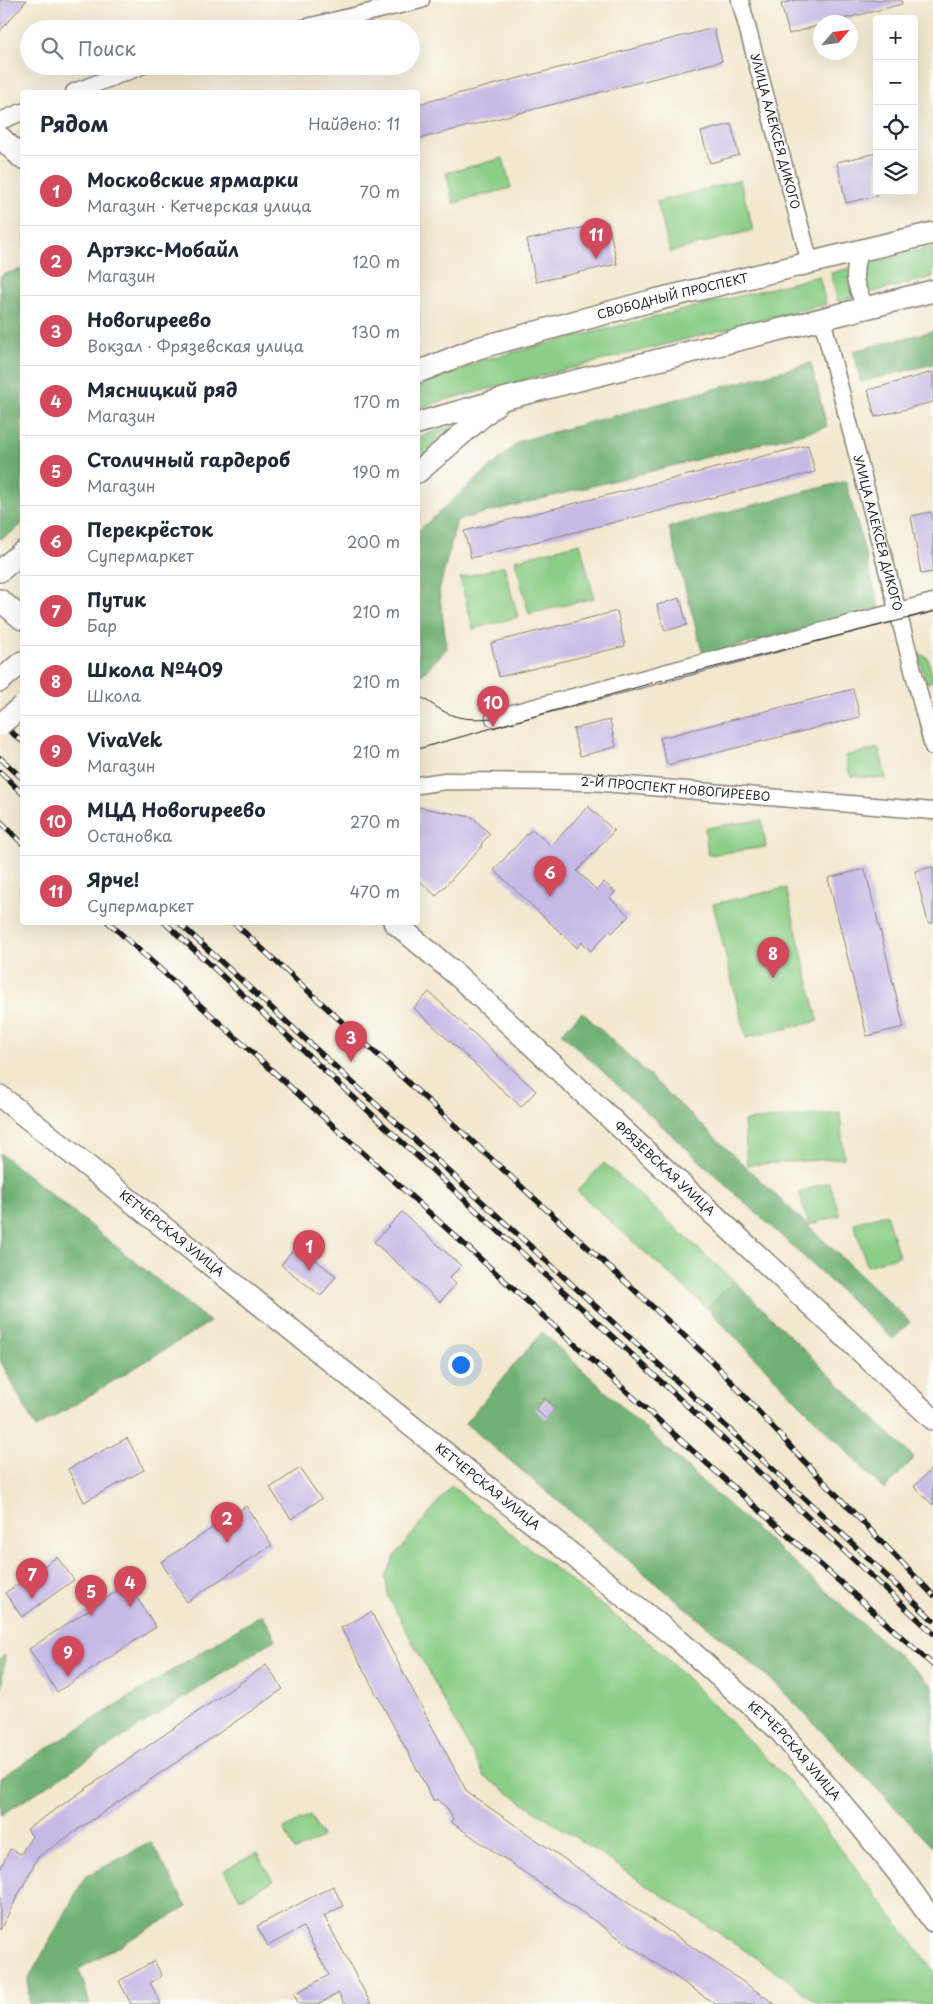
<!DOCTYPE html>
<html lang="ru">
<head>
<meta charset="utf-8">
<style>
	:root { --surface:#fff; --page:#f6f6f7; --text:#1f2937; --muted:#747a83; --line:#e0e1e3; --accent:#d1495b }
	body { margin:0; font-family:"Playpen Sans",sans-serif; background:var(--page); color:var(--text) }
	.controls { position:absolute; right:15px; top:15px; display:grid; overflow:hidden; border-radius:5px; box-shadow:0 5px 20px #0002 }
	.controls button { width:45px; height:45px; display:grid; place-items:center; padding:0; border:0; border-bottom:1px solid var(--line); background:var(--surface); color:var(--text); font:25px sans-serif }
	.compass { position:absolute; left:813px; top:15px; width:45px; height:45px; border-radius:50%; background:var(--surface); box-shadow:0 5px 20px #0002; rotate:62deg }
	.you { position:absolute; left:460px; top:1364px; width:18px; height:18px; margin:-12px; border:4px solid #fff; border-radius:50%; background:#1a73e8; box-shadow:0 0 0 8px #1a73e833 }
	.badge { display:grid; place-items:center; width:32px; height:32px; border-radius:50%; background:var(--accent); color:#fff; font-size:16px; font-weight:700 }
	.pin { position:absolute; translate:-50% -41px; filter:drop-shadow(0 1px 2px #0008) }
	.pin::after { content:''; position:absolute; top:26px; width:18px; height:15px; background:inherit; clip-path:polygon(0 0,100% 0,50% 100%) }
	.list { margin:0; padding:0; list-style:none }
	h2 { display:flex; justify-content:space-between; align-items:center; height:65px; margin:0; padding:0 20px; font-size:21px }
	h2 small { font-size:16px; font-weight:400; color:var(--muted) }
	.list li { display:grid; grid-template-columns:32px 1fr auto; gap:15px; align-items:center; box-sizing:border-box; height:70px; padding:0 20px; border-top:1px solid var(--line) }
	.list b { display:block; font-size:19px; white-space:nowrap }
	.list p { margin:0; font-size:16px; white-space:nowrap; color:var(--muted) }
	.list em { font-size:16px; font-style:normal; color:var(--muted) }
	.icon { flex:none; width:28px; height:28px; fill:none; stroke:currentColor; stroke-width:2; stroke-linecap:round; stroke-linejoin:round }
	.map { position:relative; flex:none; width:933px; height:2004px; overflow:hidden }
	.search { position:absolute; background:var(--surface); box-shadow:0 5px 20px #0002; left:20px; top:20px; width:400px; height:55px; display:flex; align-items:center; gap:12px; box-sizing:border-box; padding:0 18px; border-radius:28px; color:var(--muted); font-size:19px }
	.panel { position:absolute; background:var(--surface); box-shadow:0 5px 20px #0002; left:20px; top:90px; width:400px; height:835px; border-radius:5px }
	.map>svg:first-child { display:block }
	.green { fill:#8bce86; stroke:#547551 }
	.forest { fill:#70b173; stroke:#466648 }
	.building { fill:#c7b9e6 }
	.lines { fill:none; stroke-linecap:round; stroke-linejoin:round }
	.minor-casing { stroke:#888276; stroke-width:19 }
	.major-casing { stroke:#888276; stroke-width:24 }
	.minor { stroke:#fff; stroke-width:16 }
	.major { stroke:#fff; stroke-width:21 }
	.tram { stroke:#1c1c1c; stroke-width:1 }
	.rail-casing { stroke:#1c1c1c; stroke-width:5.5 }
	.rail { stroke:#fdfcf7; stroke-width:4; stroke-dasharray:11; stroke-linecap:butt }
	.major-bridge-casing { stroke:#888276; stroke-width:24; stroke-linecap:butt }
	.major-bridge { stroke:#fff; stroke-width:21 }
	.labels { text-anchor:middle; stroke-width:4.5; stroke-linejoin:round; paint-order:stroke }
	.street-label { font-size:12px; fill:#1c1c1c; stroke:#fdfcf7 }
</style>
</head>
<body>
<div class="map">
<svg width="933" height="2004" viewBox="0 0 933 2004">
	<rect width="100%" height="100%" fill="#fdfcf7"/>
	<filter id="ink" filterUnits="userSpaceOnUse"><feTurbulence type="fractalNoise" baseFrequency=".02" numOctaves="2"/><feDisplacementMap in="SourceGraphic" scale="10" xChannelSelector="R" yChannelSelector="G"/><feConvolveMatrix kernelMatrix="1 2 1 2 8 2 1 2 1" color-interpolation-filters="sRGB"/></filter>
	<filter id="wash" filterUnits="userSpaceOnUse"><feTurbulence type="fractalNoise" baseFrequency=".0096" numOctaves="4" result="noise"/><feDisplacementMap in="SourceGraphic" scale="20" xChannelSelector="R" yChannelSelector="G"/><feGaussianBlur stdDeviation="1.12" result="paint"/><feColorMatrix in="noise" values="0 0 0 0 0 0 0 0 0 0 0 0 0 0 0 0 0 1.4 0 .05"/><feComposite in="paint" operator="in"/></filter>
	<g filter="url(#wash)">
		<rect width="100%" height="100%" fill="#f3e8cf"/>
		<path class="green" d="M 503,158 L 511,188 L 454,203 L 446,173 Z
			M 740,180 L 753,230 L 670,252 L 657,202 Z
			M 933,247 L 933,277 L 837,301 L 831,273 Z
			M 819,276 L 826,304 L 445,400 L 418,409 L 418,387 L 454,371 L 487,359 Z
			M 453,426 L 455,429 L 418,462 L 418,437 Z
			M 580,543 L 594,598 L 529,614 L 515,560 Z
			M 504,566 L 518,617 L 473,629 L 460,578 Z
			M 918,653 L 928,658 L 933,681 L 926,683 Z
			M 879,748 L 886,779 L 850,776 L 845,756 Z
			M 762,820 L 766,847 L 708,855 L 705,828 Z
			M 786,888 L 818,1021 L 746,1038 L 713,904 Z
			M 840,1113 L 844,1158 L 747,1165 L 744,1121 Z
			M 604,1163 L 734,1281 L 707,1308 L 577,1191 Z
			M 829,1182 L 840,1215 L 809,1225 L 799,1192 Z
			M 886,1214 L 899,1256 L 867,1266 L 854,1223 Z
			M 451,1486 L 663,1654 L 788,1780 L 933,1970 L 933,2004 L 818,2004 L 783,1976 L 485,1777 L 389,1598 L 385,1578 L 395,1556 Z
			M 5,1655 L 0,1698 L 0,1658 Z
			M 310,1815 L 322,1837 L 295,1851 L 284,1829 Z
			M 257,1853 L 273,1881 L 240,1899 L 224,1870 Z"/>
		<path class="forest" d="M 22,269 L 22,524 L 11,533 L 0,539 L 0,277 L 3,274 Z
			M 933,331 L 933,364 L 861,382 L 853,351 Z
			M 811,363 L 827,427 L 457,520 L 439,591 L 447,648 L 422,675 L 418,672 L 418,531 L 520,441 Z
			M 846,481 L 880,610 L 703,655 L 669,527 Z
			M 582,1012 L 910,1322 L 893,1339 L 561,1033 Z
			M 0,1153 L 210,1322 L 36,1428 L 0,1360 Z
			M 734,1281 L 914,1458 L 884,1490 L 707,1308 Z
			M 542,1332 L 697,1477 L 933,1686 L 933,1847 L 775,1683 L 465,1423 Z
			M 262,1614 L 276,1639 L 0,1816 L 0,1778 Z
			M 151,1842 L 187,1907 L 79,1969 L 90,2004 L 29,2004 L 28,1980 L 85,1877 Z"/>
		<g id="blocks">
			<path class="building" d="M 0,0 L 27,0 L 0,31 Z
				M 796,0 L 901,0 L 902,4 L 832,22 L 820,22 L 820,25 L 789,34 L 781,4 Z
				M 714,28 L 722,61 L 418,139 L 418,104 Z
				M 731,124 L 739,155 L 710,163 L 701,132 Z
				M 877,153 L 877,196 L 846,203 L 837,162 Z
				M 608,222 L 617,264 L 536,282 L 527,240 Z
				M 933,372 L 933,402 L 875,417 L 868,390 Z
				M 808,445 L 815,472 L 471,558 L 464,531 Z
				M 931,512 L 933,524 L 933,572 L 921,574 L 911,516 Z
				M 680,598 L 687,625 L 665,631 L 657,605 Z
				M 617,611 L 625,646 L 499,677 L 491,643 Z
				M 853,689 L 860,717 L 667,765 L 660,738 Z
				M 610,720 L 616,747 L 580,756 L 573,729 Z
				M 588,806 L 614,831 L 577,871 L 597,890 L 604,882 L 615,892 L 610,898 L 629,916 L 612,933 L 610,930 L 591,951 L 582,942 L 577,948 L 494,870 L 532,829 L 551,846 Z
				M 418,807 L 472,817 L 490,834 L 481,844 L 482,846 L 436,896 L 418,879 Z
				M 933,867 L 933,923 L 928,923 L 915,871 Z
				M 865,869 L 904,1027 L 867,1036 L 828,878 Z
				M 429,992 L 536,1091 L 521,1107 L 414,1008 Z
				M 402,1212 L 461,1266 L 449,1278 L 456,1284 L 440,1302 L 374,1242 Z
				M 297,1245 L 336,1276 L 321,1296 L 281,1265 Z
				M 545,1398 L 556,1408 L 546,1419 L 535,1409 Z
				M 127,1438 L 144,1470 L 84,1502 L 68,1469 Z
				M 933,1467 L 933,1505 L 914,1487 Z
				M 300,1468 L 321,1499 L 291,1519 L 270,1488 Z
				M 246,1506 L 272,1545 L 187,1602 L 161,1562 Z
				M 57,1557 L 74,1580 L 22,1617 L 5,1593 Z
				M 128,1584 L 156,1627 L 57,1692 L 29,1649 Z
				M 371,1612 L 467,1792 L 775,2004 L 715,2004 L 451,1822 L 453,1819 L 447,1808 L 437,1799 L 434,1801 L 341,1628 Z
				M 266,1665 L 283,1689 L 38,1857 L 0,1930 L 0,1869 L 10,1849 L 21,1854 L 32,1836 L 27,1829 Z
				M 333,1886 L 343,1906 L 324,1916 L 371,2004 L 344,2004 L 339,1993 L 319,2004 L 299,2004 L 294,1994 L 329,1975 L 303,1927 L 268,1946 L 257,1926 Z
				M 154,1961 L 162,1976 L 150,1983 L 161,2004 L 131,2004 L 119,1981 Z"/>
		</g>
	</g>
	<g filter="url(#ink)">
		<use href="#blocks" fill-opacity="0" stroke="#888276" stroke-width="1"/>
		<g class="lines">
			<defs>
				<g id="minor">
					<path id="s1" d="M 740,0 L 810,263"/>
					<path d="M 299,29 L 421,0"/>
					<path d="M 74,92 L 142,66"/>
					<path d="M 0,121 L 22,112"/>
					<path d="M 859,251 C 852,279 854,282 866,308"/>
					<path id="s2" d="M 822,319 L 933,747"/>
					<path d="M 494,718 L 933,602"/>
					<path id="s3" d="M 418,785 L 445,781 L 592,782 L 933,811"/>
				</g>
				<g id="major">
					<path d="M 0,137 L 22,158"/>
					<path id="s4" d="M 418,372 L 478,348 L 647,302 L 933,233"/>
					<path d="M 418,423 L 503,399 L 933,291"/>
					<path d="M 418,472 L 499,402"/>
					<path d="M 0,571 L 22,552"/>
					<path d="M 0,600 L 22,619"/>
					<path d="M 0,681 L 22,662"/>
					<path id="s5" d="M 394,922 L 459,977 L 933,1419"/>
					<path id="s6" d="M 0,1096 L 676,1638 L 778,1729 L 859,1824 L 903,1879 L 933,1921"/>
				</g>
			</defs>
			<use href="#minor" class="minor-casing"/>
			<use href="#major" class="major-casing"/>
			<use href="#minor" class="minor"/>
			<use href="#major" class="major"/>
			<path class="tram" d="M 418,695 C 450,716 454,721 494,718
				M 418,749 L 659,681 L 933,612"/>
			<defs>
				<path id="rail" d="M 0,723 L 22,741
					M 0,758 L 22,778
					M 0,772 L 22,793
					M 0,821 L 22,843
					M 108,922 L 665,1426 L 933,1665
					M 164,922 L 933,1633
					M 178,922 L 816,1509 L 933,1620
					M 233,922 L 715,1364 L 801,1458 L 933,1595"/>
			</defs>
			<use href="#rail" class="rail-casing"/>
			<use href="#rail" class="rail"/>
			<defs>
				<path id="major-bridge" d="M 0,725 L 22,706"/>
			</defs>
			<use href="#major-bridge" class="major-bridge-casing"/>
			<use href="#major-bridge" class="major-bridge"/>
		</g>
	</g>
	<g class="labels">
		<g class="street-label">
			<text dy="4" stroke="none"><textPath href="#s1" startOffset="136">УЛИЦА АЛЕКСЕЯ ДИКОГО</textPath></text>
			<text dy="4" stroke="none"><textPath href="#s4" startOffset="266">СВОБОДНЫЙ ПРОСПЕКТ</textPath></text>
			<text dy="4" stroke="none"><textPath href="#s2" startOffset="221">УЛИЦА АЛЕКСЕЯ ДИКОГО</textPath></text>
			<text dy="4" stroke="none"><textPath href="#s3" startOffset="258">2-Й ПРОСПЕКТ НОВОГИРЕЕВО</textPath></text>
			<text dy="4" stroke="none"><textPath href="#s5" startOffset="366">ФРЯЗЕВСКАЯ УЛИЦА</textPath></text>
			<text dy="4" stroke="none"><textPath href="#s6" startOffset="220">КЕТЧЕРСКАЯ УЛИЦА</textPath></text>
			<text dy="4" stroke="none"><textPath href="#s6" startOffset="625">КЕТЧЕРСКАЯ УЛИЦА</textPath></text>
			<text dy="4" stroke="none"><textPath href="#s6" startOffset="1030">КЕТЧЕРСКАЯ УЛИЦА</textPath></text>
		</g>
	</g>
</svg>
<div class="controls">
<button>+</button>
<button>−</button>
<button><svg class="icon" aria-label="locate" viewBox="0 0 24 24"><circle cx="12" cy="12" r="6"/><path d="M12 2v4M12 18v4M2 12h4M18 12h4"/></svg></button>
<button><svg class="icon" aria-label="layers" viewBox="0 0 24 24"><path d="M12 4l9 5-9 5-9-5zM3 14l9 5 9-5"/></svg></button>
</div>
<svg class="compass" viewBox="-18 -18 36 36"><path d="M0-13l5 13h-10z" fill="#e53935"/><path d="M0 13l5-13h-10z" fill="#747a83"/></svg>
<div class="you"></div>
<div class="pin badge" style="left:309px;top:1271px">1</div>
<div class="pin badge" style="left:227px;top:1543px">2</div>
<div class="pin badge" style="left:351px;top:1062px">3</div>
<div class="pin badge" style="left:130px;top:1607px">4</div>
<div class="pin badge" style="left:91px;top:1616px">5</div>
<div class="pin badge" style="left:550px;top:897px">6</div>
<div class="pin badge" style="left:32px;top:1599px">7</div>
<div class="pin badge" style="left:773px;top:978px">8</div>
<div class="pin badge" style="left:68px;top:1677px">9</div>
<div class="pin badge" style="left:493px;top:727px">10</div>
<div class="pin badge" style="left:596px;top:259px">11</div>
<div class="search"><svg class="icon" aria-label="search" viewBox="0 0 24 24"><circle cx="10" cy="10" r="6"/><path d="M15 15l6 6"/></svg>Поиск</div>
<section class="panel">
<h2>Рядом<small>Найдено: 11</small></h2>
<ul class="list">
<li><span class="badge">1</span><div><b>Московские ярмарки</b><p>Магазин · Кетчерская улица</p></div><em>70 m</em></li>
<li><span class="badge">2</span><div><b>Артэкс-Мобайл</b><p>Магазин</p></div><em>120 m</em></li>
<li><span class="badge">3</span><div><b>Новогиреево</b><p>Вокзал · Фрязевская улица</p></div><em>130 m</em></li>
<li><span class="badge">4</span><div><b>Мясницкий ряд</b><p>Магазин</p></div><em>170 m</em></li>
<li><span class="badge">5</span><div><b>Столичный гардероб</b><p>Магазин</p></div><em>190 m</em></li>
<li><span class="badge">6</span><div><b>Перекрёсток</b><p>Супермаркет</p></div><em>200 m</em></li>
<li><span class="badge">7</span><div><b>Путик</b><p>Бар</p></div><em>210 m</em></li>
<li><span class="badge">8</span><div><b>Школа №409</b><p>Школа</p></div><em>210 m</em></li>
<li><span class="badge">9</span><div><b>VivaVek</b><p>Магазин</p></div><em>210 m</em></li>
<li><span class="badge">10</span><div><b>МЦД Новогиреево</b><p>Остановка</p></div><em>270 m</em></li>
<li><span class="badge">11</span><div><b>Ярче!</b><p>Супермаркет</p></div><em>470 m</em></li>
</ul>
</section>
</div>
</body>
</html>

__________

> [TRY IT]:
Where the word "white" occurs in a line of the records, copy that line.

> [COMPLETED EXERCISE]:
	.list b { display:block; font-size:19px; white-space:nowrap }
	.list p { margin:0; font-size:16px; white-space:nowrap; color:var(--muted) }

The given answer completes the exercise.